• _Data excerpts_
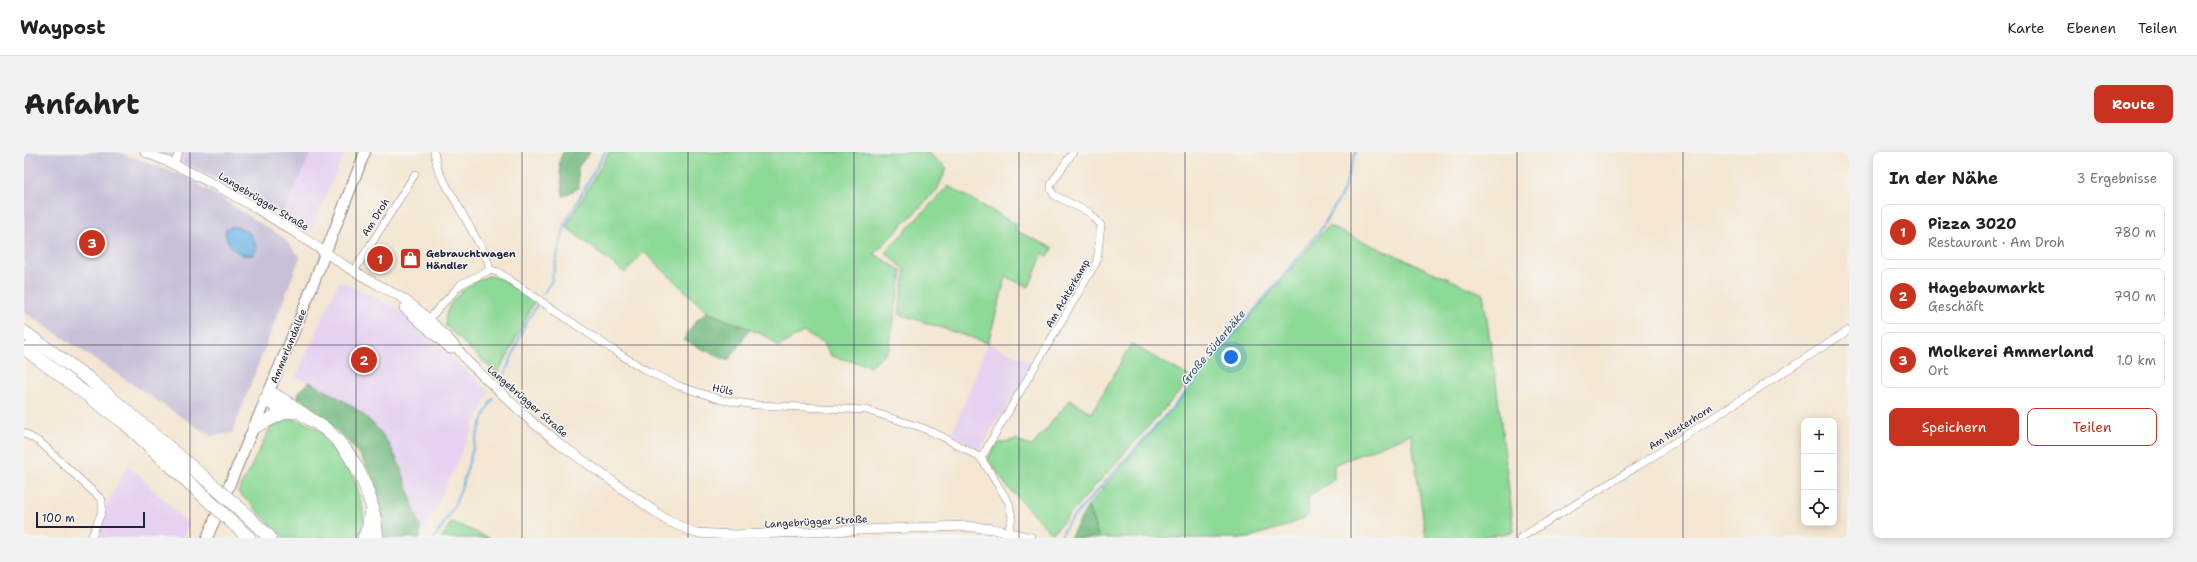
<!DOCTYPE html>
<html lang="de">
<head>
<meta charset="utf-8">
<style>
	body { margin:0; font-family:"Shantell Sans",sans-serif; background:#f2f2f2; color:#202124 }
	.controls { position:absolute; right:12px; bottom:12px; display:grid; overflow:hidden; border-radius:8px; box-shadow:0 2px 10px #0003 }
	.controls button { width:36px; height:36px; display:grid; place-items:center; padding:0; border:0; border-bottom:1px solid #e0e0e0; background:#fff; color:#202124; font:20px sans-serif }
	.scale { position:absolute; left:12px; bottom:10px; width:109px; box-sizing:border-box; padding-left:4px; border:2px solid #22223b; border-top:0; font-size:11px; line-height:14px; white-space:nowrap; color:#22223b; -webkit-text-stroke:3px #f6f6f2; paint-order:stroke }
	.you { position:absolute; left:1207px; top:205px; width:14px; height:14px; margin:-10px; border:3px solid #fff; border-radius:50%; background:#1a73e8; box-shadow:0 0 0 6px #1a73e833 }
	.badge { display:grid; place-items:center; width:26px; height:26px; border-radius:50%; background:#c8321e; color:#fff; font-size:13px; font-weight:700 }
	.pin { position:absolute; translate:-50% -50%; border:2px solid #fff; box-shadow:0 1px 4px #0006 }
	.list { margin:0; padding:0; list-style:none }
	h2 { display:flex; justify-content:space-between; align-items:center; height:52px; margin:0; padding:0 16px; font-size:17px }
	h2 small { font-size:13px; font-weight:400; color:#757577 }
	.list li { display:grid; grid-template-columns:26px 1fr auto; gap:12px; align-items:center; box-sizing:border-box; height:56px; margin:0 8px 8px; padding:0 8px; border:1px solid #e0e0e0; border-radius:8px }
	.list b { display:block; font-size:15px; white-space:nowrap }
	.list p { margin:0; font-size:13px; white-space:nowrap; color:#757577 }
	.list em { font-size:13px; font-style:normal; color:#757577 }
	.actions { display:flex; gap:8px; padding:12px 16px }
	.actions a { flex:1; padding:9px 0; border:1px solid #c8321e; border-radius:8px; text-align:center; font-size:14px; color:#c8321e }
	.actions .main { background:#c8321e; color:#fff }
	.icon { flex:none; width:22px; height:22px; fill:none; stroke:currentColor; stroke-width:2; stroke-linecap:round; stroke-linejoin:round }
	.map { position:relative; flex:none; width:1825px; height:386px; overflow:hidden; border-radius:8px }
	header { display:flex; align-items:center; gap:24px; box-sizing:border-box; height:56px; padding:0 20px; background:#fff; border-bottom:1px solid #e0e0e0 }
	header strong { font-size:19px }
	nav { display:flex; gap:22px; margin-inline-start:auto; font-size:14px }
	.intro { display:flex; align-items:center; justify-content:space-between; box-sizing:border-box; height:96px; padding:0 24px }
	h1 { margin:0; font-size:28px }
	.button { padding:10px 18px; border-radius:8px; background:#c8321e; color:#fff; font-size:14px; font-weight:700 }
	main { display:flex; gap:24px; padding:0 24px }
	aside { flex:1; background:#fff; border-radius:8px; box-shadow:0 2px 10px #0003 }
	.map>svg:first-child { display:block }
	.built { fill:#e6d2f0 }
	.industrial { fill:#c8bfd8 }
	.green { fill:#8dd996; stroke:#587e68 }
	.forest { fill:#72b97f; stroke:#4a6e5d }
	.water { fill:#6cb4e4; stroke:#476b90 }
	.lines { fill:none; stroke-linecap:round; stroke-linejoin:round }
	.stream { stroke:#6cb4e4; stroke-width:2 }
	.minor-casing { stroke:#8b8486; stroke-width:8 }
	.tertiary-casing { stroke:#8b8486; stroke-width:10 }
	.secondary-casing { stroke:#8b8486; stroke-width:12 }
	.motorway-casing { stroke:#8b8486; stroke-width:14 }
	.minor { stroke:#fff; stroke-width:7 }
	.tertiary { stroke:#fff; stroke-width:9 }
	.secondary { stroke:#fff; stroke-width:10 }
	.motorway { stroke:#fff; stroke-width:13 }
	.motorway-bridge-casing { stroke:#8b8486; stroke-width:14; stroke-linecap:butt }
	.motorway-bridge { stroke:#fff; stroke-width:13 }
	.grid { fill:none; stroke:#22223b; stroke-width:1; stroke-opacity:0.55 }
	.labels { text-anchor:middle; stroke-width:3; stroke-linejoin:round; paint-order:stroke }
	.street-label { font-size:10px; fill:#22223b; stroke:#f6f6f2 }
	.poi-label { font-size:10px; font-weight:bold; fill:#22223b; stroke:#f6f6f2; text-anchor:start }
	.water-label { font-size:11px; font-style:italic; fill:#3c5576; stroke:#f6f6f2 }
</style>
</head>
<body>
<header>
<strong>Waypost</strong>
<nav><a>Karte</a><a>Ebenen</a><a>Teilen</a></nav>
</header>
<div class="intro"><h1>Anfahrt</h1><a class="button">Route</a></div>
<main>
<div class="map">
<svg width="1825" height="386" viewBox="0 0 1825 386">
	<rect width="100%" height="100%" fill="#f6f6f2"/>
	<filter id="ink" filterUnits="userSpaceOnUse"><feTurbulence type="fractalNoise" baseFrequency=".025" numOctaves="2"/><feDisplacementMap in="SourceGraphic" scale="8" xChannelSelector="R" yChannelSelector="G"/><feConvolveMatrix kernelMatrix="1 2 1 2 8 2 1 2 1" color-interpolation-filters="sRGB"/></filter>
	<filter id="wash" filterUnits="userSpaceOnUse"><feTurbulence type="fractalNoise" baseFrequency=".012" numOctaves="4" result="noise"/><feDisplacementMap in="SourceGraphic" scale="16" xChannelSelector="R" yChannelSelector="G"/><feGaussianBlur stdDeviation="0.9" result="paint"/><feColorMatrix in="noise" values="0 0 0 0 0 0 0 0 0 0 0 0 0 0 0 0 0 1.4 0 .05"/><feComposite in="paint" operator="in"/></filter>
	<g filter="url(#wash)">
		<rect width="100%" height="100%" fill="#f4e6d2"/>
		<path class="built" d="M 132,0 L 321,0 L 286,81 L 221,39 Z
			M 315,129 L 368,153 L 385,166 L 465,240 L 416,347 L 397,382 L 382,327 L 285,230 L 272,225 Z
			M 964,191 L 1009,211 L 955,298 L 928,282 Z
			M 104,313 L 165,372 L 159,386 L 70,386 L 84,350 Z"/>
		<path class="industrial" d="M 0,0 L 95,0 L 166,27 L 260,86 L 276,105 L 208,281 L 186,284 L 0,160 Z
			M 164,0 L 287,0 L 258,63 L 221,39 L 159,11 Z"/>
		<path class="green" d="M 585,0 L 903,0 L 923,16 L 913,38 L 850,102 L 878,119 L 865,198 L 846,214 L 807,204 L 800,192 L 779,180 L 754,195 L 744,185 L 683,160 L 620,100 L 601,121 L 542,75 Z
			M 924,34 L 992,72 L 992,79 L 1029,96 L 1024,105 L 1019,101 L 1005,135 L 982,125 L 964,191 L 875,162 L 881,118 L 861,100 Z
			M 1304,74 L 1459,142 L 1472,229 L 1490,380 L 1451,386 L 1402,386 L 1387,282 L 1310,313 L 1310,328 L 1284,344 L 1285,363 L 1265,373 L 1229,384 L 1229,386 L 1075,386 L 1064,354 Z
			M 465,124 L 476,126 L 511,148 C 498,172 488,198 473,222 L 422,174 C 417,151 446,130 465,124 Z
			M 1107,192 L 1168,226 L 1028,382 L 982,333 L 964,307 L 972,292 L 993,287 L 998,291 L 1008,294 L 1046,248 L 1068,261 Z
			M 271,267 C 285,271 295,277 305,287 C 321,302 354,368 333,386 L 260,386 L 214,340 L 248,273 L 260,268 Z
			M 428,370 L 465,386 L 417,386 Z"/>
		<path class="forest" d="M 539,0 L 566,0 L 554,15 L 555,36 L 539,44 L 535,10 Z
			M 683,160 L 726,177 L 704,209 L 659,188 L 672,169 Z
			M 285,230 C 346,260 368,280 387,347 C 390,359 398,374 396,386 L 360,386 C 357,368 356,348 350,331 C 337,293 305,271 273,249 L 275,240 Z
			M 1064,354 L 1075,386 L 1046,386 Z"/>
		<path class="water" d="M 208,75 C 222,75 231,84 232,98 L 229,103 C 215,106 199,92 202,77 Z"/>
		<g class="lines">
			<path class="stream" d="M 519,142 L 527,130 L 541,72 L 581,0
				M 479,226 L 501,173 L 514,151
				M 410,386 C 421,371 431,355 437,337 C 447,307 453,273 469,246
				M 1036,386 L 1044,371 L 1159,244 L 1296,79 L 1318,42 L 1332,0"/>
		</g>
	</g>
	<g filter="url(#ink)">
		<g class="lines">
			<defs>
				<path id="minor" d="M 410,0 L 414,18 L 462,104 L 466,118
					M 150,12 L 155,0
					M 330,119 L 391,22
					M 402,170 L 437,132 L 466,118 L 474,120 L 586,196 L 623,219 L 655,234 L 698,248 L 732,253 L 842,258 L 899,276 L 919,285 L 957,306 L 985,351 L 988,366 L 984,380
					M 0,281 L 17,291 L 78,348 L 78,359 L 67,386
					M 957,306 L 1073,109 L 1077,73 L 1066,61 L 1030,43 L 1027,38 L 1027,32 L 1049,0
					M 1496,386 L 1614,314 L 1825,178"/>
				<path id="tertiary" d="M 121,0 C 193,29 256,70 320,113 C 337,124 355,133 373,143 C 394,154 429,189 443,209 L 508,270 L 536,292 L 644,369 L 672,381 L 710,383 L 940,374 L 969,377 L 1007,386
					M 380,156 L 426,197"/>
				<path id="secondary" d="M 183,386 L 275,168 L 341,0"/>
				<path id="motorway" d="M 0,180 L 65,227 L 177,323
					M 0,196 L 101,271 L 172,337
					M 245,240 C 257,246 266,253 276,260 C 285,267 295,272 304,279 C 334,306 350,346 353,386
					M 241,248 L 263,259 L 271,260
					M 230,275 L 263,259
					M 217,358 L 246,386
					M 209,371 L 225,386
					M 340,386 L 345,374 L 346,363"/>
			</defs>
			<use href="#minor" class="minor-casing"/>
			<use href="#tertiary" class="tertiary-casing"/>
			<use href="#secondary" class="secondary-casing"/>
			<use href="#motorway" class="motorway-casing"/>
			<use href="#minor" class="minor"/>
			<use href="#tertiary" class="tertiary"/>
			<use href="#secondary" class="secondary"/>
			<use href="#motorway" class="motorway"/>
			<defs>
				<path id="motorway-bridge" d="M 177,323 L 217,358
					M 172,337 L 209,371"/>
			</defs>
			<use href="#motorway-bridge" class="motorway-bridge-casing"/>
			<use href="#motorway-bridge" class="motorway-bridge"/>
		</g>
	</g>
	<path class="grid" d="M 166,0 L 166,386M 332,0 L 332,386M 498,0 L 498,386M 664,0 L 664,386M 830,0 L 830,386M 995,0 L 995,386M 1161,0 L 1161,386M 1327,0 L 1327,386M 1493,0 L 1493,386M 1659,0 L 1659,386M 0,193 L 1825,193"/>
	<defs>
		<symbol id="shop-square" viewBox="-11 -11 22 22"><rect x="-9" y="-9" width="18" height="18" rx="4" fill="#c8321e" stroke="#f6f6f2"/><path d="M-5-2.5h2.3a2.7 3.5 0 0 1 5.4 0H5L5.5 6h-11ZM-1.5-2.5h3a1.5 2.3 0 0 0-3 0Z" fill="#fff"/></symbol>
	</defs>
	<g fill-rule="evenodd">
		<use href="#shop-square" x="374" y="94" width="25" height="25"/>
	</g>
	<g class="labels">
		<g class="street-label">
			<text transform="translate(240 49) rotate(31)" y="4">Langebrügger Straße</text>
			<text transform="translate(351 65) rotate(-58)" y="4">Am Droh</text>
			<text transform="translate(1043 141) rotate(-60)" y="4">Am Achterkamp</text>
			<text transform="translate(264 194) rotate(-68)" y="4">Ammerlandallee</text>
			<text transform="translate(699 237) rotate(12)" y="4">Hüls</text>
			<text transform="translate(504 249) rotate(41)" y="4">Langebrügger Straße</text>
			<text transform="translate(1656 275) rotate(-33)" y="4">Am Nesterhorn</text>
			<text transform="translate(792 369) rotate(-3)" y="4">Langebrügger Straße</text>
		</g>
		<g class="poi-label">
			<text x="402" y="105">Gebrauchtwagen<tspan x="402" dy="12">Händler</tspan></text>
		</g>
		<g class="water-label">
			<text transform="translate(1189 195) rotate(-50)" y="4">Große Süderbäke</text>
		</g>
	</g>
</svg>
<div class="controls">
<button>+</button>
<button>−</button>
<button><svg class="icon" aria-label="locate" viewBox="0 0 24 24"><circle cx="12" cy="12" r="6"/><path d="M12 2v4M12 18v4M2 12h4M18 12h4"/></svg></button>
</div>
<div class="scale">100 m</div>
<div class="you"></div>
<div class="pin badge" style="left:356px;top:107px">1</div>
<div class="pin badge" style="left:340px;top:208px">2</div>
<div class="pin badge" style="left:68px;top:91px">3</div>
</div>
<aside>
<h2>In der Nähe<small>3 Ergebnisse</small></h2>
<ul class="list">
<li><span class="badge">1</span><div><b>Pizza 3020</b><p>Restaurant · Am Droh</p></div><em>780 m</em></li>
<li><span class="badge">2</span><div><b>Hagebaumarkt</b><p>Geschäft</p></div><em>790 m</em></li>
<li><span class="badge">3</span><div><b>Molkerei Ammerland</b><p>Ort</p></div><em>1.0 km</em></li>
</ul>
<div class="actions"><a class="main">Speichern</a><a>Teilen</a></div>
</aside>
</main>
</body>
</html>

• _Work to complete_
Filter the records above and copy every line that contains the word "body".

• _Answer to this task_
	body { margin:0; font-family:"Shantell Sans",sans-serif; background:#f2f2f2; color:#202124 }
<body>
</body>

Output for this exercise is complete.